**** Records shown

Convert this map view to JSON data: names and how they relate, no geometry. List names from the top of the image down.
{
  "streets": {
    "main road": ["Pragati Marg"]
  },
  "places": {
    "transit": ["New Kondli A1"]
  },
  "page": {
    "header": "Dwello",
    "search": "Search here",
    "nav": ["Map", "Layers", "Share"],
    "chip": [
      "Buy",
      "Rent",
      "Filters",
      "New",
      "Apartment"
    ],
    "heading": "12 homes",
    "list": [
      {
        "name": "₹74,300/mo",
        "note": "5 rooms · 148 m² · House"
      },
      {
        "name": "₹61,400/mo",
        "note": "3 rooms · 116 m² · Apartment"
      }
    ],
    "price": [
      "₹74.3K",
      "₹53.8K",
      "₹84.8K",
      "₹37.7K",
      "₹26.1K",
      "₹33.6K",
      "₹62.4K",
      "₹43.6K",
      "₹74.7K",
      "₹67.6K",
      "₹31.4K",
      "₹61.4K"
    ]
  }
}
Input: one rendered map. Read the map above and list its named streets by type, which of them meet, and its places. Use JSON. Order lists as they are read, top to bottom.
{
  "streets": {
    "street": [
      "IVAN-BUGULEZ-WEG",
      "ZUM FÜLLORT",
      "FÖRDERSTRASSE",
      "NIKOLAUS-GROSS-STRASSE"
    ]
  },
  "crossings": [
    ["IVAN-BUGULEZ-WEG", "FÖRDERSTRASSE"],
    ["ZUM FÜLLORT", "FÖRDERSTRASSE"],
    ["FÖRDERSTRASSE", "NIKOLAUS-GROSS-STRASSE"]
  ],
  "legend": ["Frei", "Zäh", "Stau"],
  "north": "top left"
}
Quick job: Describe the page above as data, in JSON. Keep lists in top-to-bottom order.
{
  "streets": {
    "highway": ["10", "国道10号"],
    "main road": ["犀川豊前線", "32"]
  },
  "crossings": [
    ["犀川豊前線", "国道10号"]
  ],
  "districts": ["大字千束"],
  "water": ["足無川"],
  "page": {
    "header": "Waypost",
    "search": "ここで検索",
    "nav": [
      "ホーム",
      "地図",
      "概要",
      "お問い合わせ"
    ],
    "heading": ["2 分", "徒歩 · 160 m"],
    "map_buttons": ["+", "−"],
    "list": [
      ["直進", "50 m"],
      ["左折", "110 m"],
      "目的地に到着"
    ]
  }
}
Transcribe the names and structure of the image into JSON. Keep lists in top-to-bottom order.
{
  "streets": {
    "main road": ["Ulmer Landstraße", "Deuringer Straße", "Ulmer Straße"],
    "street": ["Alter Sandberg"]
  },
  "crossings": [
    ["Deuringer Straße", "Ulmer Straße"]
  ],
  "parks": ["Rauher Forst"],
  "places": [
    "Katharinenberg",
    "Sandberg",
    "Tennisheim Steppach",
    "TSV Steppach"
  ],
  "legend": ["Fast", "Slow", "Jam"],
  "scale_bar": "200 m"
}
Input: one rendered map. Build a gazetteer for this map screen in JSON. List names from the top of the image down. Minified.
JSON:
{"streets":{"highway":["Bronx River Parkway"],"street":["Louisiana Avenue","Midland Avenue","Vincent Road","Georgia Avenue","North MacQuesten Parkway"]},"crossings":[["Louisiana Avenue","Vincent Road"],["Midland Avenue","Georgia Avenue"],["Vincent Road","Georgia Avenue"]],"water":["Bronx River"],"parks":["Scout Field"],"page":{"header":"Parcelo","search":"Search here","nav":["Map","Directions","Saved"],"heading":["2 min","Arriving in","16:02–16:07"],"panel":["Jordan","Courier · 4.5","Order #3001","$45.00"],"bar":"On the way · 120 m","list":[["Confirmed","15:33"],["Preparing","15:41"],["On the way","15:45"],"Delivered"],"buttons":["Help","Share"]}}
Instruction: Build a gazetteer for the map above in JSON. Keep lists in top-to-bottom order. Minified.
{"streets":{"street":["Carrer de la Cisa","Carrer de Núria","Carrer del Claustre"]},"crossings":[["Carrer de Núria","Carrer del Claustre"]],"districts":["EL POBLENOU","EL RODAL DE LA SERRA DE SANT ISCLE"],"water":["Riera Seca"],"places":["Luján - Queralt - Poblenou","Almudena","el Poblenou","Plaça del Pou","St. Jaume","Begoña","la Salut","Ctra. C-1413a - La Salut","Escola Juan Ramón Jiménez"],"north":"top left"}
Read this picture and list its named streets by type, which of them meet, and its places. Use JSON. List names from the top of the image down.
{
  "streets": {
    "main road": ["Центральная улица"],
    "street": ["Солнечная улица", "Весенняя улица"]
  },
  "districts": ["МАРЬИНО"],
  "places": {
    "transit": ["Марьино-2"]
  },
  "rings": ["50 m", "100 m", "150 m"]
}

********

Work required: Your task is to retype the whole listing, keeping every word exactly as it is.

Response:
Convert this map view to JSON data: names and how they relate, no geometry. List names from the top of the image down.
{
  "streets": {
    "main road": ["Pragati Marg"]
  },
  "places": {
    "transit": ["New Kondli A1"]
  },
  "page": {
    "header": "Dwello",
    "search": "Search here",
    "nav": ["Map", "Layers", "Share"],
    "chip": [
      "Buy",
      "Rent",
      "Filters",
      "New",
      "Apartment"
    ],
    "heading": "12 homes",
    "list": [
      {
        "name": "₹74,300/mo",
        "note": "5 rooms · 148 m² · House"
      },
      {
        "name": "₹61,400/mo",
        "note": "3 rooms · 116 m² · Apartment"
      }
    ],
    "price": [
      "₹74.3K",
      "₹53.8K",
      "₹84.8K",
      "₹37.7K",
      "₹26.1K",
      "₹33.6K",
      "₹62.4K",
      "₹43.6K",
      "₹74.7K",
      "₹67.6K",
      "₹31.4K",
      "₹61.4K"
    ]
  }
}
Input: one rendered map. Read the map above and list its named streets by type, which of them meet, and its places. Use JSON. Order lists as they are read, top to bottom.
{
  "streets": {
    "street": [
      "IVAN-BUGULEZ-WEG",
      "ZUM FÜLLORT",
      "FÖRDERSTRASSE",
      "NIKOLAUS-GROSS-STRASSE"
    ]
  },
  "crossings": [
    ["IVAN-BUGULEZ-WEG", "FÖRDERSTRASSE"],
    ["ZUM FÜLLORT", "FÖRDERSTRASSE"],
    ["FÖRDERSTRASSE", "NIKOLAUS-GROSS-STRASSE"]
  ],
  "legend": ["Frei", "Zäh", "Stau"],
  "north": "top left"
}
Quick job: Describe the page above as data, in JSON. Keep lists in top-to-bottom order.
{
  "streets": {
    "highway": ["10", "国道10号"],
    "main road": ["犀川豊前線", "32"]
  },
  "crossings": [
    ["犀川豊前線", "国道10号"]
  ],
  "districts": ["大字千束"],
  "water": ["足無川"],
  "page": {
    "header": "Waypost",
    "search": "ここで検索",
    "nav": [
      "ホーム",
      "地図",
      "概要",
      "お問い合わせ"
    ],
    "heading": ["2 分", "徒歩 · 160 m"],
    "map_buttons": ["+", "−"],
    "list": [
      ["直進", "50 m"],
      ["左折", "110 m"],
      "目的地に到着"
    ]
  }
}
Transcribe the names and structure of the image into JSON. Keep lists in top-to-bottom order.
{
  "streets": {
    "main road": ["Ulmer Landstraße", "Deuringer Straße", "Ulmer Straße"],
    "street": ["Alter Sandberg"]
  },
  "crossings": [
    ["Deuringer Straße", "Ulmer Straße"]
  ],
  "parks": ["Rauher Forst"],
  "places": [
    "Katharinenberg",
    "Sandberg",
    "Tennisheim Steppach",
    "TSV Steppach"
  ],
  "legend": ["Fast", "Slow", "Jam"],
  "scale_bar": "200 m"
}
Input: one rendered map. Build a gazetteer for this map screen in JSON. List names from the top of the image down. Minified.
JSON:
{"streets":{"highway":["Bronx River Parkway"],"street":["Louisiana Avenue","Midland Avenue","Vincent Road","Georgia Avenue","North MacQuesten Parkway"]},"crossings":[["Louisiana Avenue","Vincent Road"],["Midland Avenue","Georgia Avenue"],["Vincent Road","Georgia Avenue"]],"water":["Bronx River"],"parks":["Scout Field"],"page":{"header":"Parcelo","search":"Search here","nav":["Map","Directions","Saved"],"heading":["2 min","Arriving in","16:02–16:07"],"panel":["Jordan","Courier · 4.5","Order #3001","$45.00"],"bar":"On the way · 120 m","list":[["Confirmed","15:33"],["Preparing","15:41"],["On the way","15:45"],"Delivered"],"buttons":["Help","Share"]}}
Instruction: Build a gazetteer for the map above in JSON. Keep lists in top-to-bottom order. Minified.
{"streets":{"street":["Carrer de la Cisa","Carrer de Núria","Carrer del Claustre"]},"crossings":[["Carrer de Núria","Carrer del Claustre"]],"districts":["EL POBLENOU","EL RODAL DE LA SERRA DE SANT ISCLE"],"water":["Riera Seca"],"places":["Luján - Queralt - Poblenou","Almudena","el Poblenou","Plaça del Pou","St. Jaume","Begoña","la Salut","Ctra. C-1413a - La Salut","Escola Juan Ramón Jiménez"],"north":"top left"}
Read this picture and list its named streets by type, which of them meet, and its places. Use JSON. List names from the top of the image down.
{
  "streets": {
    "main road": ["Центральная улица"],
    "street": ["Солнечная улица", "Весенняя улица"]
  },
  "districts": ["МАРЬИНО"],
  "places": {
    "transit": ["Марьино-2"]
  },
  "rings": ["50 m", "100 m", "150 m"]
}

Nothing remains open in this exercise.